Last week, I attended a Share meeting. I found myself the “furthest out” in the room: the most time had passed since my loss. Now heading toward three years ago this September since Nelle was born. I was that voice from the “other side”: somehow survived. The days are not awful. The moments come and go, but are not constant.
We talked about continuing to honor our babies, especially for those in the room coming up on due dates, or one year since their losses. I mentioned that I have a box for Nelle and Iris, identical to the boxes I have for my living children. In it, I place the programs from the Walk to Remember or the Angel Garden Blessing – events that we attend to honor them. Or thank you cards from charities where I donate in their honor. Those are the mementos of their lives, lovingly gathered.
Toward the end of the evening, we heard screaming.
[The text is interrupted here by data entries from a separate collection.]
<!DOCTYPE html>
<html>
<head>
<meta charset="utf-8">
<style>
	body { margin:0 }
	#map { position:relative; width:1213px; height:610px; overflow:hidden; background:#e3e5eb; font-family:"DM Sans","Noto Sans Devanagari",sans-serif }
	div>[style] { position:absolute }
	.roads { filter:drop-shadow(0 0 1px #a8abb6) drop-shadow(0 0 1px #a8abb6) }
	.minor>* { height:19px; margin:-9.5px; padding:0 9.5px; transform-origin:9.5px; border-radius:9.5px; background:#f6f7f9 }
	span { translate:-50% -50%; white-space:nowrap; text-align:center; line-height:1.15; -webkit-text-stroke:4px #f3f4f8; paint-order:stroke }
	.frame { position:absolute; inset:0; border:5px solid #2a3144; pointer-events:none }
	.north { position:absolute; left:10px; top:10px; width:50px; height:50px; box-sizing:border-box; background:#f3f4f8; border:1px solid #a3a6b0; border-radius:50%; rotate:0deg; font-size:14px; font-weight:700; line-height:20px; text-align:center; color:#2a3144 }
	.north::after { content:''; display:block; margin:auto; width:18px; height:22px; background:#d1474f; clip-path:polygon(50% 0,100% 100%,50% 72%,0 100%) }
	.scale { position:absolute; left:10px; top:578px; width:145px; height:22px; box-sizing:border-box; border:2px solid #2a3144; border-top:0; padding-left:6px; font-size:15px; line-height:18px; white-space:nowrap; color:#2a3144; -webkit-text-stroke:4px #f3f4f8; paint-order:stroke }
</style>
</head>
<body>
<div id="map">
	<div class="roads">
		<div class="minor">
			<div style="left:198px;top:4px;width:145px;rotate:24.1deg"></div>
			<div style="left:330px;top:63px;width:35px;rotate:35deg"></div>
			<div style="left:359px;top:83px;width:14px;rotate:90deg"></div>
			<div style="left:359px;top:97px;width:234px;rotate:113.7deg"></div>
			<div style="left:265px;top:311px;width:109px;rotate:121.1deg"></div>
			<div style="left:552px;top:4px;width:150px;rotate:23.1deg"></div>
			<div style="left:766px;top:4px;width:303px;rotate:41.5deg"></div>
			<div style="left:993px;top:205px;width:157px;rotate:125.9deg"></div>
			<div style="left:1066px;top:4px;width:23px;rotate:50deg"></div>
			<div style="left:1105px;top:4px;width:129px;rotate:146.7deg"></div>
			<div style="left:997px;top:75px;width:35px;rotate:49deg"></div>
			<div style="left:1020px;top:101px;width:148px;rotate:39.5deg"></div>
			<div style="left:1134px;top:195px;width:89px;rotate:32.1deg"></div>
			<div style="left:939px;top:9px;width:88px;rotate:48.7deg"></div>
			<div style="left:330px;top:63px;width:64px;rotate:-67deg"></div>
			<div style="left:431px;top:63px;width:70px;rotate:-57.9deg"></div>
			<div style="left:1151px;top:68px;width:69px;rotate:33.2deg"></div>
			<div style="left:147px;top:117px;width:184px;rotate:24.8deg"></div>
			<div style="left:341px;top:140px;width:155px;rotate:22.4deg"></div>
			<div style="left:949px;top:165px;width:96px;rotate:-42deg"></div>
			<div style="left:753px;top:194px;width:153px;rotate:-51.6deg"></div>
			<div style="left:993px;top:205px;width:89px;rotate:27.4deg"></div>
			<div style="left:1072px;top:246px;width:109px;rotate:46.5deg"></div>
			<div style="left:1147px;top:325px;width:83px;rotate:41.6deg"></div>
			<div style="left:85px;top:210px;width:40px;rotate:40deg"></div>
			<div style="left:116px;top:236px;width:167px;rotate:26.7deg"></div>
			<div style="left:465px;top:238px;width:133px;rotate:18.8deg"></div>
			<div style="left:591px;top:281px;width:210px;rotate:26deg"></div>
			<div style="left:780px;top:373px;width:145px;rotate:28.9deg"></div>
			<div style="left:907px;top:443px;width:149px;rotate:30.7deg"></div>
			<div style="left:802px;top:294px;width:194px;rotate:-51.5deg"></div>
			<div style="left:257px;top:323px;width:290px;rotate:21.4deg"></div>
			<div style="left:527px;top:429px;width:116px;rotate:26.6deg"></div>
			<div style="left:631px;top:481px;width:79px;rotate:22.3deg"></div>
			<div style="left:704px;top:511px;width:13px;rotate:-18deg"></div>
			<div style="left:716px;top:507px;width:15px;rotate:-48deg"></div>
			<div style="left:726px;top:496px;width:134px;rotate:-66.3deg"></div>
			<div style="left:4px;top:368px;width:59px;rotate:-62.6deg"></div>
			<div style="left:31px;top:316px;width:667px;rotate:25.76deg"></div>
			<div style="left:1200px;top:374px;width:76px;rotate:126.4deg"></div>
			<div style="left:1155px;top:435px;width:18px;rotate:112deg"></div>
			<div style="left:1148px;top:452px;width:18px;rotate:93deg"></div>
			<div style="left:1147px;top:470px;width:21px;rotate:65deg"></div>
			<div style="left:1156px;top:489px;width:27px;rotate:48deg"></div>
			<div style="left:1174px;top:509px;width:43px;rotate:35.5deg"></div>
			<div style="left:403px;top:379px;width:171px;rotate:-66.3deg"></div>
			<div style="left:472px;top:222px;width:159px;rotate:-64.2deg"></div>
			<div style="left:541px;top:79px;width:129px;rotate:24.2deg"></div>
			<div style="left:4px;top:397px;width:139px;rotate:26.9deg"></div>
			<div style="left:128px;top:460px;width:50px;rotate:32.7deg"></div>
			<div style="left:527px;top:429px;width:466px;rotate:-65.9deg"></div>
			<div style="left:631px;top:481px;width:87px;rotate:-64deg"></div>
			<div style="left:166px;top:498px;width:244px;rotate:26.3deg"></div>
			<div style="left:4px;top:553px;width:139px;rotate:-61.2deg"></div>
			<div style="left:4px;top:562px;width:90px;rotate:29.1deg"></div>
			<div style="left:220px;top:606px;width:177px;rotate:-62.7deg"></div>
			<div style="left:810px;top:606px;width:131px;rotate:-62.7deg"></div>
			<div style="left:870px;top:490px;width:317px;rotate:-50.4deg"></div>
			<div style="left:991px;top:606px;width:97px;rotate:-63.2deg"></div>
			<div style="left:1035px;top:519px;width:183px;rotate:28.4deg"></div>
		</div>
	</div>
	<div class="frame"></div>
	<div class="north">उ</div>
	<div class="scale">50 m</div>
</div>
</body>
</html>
It was bloodcurdling and had all the markers of coming from a movie – likely in the conference room next to us. It was so distracting that I joked aloud, dully “Is someone being killed?”
Then there was the unmistakable sound of a baby crying. We had been listening to a woman in labor, from a birthing class being held in another conference room. The moderators of our group were incredibly apologetic: the birthing class is not supposed to occur at the same time as our group, since it would be such a trigger for the parents in attendance. A scheduling snafu or something must have occurred.
I looked around, many of the faces in the group taut and anguished from the sound. Several were only a few weeks or months out from their losses. I remembered at my first meeting running into a pregnant woman in the bathroom and how much I hated her in that moment. I still flinched when I heard the sound of a baby crying, but I can imagine what that trigger must have been for others.
As Ger works with his therapist on his anxiety, he has been realizing some triggers of his own – things from his childhood that provoke an intense response. I told him that I understand: I know how difficult triggers can be. He wanted to know when they will go away and I replied that they won’t. They won’t ever go away. They will not be as loud, but they may come more unexpectedly. You will be hit in an idle moment and suddenly find yourself thrown back into that moment of trauma.
But you will learn to manage. Your responses will not be as unexpected. I used to sob in my car, sometimes so much that I could barely catch my breath. Or I would blink furiously in a public place and need to excuse myself. I couldn’t look at pregnant women, or babies. I would stammer over my response to “how many children do you have?” and hate myself later. Now – I can anticipate a bit better. Navigate situations, or avoid if I need to. Prepare my response to that seemingly innocuous question.
It was not an easy process. It took years, a lot of the hard work coming from my therapist. When I would tell her about triggers, she would have me go through the scene again and think about how I responded and how it differed from how I would have liked to respond. When I anticipated a difficult situation, she would have me rehearse my responses. I wasn’t stifling my emotions, but rather learning to control in a way that I was comfortable with.
But those first months… months and months… into that first year and beyond. Where every trigger was new and every reaction was strong. It was a drain, a constant barrage on my physical and emotional being.
If only there were a way to quiet the noise. To put up a barrier while working through the darkest moments of new grief, to at least prevent the most insufferable jabs from the outside world. Like the sound of a baby crying.